(Items listed in a dataset)

********

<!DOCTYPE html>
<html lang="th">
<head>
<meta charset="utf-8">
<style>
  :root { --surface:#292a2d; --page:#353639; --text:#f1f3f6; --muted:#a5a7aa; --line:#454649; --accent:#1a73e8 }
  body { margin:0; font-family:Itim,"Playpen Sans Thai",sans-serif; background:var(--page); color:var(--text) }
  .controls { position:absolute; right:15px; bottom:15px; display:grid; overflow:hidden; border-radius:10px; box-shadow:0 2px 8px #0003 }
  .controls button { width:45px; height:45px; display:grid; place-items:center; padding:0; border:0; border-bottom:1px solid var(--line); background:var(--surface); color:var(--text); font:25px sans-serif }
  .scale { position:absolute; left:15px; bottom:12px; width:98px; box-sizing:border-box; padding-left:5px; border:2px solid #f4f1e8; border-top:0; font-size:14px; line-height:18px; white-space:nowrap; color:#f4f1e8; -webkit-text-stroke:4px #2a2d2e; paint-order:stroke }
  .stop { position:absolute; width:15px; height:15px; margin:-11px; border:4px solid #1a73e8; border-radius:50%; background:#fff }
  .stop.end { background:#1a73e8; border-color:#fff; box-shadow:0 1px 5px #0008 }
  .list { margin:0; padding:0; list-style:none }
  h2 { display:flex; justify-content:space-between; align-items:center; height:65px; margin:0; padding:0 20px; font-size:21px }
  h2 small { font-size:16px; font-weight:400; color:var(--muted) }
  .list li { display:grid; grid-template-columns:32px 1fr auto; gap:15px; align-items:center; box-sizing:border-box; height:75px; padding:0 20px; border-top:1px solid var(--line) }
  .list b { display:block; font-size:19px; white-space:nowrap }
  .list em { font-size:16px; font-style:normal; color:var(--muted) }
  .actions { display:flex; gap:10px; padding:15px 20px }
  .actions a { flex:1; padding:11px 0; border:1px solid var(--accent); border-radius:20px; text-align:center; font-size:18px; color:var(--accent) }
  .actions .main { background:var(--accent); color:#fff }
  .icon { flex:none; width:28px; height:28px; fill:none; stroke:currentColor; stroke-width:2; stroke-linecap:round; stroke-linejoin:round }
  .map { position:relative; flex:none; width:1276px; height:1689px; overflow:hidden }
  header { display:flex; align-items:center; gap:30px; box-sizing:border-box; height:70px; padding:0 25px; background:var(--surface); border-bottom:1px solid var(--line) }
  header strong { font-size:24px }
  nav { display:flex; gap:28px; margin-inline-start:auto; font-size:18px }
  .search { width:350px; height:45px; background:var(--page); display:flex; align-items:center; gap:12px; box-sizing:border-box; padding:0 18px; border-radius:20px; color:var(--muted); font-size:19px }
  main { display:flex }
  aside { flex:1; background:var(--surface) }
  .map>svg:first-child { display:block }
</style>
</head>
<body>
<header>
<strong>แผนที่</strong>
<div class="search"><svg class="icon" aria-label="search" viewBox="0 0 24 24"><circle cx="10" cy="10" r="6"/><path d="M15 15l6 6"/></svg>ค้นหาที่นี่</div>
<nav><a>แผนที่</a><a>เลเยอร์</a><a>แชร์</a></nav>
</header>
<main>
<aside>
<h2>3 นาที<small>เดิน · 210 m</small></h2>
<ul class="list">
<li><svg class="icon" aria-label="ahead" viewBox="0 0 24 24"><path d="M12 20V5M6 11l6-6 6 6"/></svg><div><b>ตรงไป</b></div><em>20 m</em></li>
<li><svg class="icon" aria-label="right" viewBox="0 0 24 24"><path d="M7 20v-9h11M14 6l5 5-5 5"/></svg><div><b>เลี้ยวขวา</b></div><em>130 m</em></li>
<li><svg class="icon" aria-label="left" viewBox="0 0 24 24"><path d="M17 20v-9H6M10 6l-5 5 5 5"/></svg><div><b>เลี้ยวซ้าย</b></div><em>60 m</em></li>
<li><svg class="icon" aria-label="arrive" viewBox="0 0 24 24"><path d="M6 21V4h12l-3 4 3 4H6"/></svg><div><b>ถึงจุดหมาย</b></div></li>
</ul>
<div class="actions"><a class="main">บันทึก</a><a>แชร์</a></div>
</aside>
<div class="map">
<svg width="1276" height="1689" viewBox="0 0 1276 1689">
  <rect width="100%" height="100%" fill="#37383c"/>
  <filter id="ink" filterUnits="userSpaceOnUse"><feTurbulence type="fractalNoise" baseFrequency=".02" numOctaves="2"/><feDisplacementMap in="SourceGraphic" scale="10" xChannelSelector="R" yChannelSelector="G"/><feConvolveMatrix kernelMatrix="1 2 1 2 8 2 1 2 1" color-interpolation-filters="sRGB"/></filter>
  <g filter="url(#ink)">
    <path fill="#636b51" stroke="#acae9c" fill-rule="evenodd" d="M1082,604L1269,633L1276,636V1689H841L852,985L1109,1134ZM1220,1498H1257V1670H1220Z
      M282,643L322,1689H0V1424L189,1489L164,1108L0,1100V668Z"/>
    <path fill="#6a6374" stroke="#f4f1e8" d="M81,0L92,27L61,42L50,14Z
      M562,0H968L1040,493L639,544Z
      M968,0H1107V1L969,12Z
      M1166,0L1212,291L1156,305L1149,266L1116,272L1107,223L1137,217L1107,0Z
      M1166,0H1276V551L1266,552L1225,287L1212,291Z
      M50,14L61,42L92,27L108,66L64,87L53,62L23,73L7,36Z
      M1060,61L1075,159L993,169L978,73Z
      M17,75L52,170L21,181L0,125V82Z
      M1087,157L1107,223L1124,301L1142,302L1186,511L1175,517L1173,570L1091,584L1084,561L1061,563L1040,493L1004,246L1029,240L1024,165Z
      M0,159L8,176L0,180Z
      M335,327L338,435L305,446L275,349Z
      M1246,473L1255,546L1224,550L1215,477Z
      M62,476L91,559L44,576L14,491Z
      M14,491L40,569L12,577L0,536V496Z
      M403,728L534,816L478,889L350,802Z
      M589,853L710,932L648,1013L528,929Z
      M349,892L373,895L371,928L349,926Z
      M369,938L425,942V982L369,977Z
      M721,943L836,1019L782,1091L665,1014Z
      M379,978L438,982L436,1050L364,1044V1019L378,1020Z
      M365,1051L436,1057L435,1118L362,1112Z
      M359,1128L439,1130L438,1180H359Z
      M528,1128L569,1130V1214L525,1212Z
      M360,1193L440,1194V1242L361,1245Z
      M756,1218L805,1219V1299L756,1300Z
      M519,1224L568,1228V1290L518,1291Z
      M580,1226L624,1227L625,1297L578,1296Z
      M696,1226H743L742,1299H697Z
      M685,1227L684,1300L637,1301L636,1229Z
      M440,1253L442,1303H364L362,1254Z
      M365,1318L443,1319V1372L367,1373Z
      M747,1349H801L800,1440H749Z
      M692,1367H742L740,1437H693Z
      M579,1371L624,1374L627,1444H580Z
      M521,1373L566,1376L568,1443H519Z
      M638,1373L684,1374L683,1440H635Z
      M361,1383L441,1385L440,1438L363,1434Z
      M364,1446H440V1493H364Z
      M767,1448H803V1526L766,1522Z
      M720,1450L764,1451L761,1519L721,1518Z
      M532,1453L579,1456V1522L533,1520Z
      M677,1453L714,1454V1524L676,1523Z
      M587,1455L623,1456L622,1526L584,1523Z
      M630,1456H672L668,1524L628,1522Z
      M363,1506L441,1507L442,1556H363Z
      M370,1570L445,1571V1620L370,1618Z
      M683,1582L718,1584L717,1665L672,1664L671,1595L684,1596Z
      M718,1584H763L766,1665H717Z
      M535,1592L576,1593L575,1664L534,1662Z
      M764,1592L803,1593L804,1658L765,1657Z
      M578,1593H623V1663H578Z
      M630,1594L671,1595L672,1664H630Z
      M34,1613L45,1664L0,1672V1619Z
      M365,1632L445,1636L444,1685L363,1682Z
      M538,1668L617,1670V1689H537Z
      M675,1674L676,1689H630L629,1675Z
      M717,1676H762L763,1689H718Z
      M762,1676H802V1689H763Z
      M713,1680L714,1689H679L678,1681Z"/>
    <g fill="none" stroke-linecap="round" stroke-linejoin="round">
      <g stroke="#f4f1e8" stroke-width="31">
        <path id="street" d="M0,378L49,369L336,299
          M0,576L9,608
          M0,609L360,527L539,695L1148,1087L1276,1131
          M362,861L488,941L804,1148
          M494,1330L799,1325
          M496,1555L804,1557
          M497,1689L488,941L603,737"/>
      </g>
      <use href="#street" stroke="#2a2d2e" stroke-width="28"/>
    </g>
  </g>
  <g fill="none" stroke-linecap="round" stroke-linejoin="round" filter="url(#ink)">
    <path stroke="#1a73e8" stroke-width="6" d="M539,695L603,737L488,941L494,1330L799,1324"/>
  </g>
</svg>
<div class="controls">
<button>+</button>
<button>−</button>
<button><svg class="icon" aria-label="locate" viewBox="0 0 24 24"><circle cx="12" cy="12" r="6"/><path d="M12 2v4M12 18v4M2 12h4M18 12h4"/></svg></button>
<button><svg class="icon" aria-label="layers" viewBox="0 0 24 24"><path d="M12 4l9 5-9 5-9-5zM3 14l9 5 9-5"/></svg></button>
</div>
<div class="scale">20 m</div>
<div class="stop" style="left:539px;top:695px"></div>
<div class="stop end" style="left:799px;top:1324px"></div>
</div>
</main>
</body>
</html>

********

What to work on
Lines holding "shadow": copy each one from the records above.

Solution for this exercise
  .controls { position:absolute; right:15px; bottom:15px; display:grid; overflow:hidden; border-radius:10px; box-shadow:0 2px 8px #0003 }
  .stop.end { background:#1a73e8; border-color:#fff; box-shadow:0 1px 5px #0008 }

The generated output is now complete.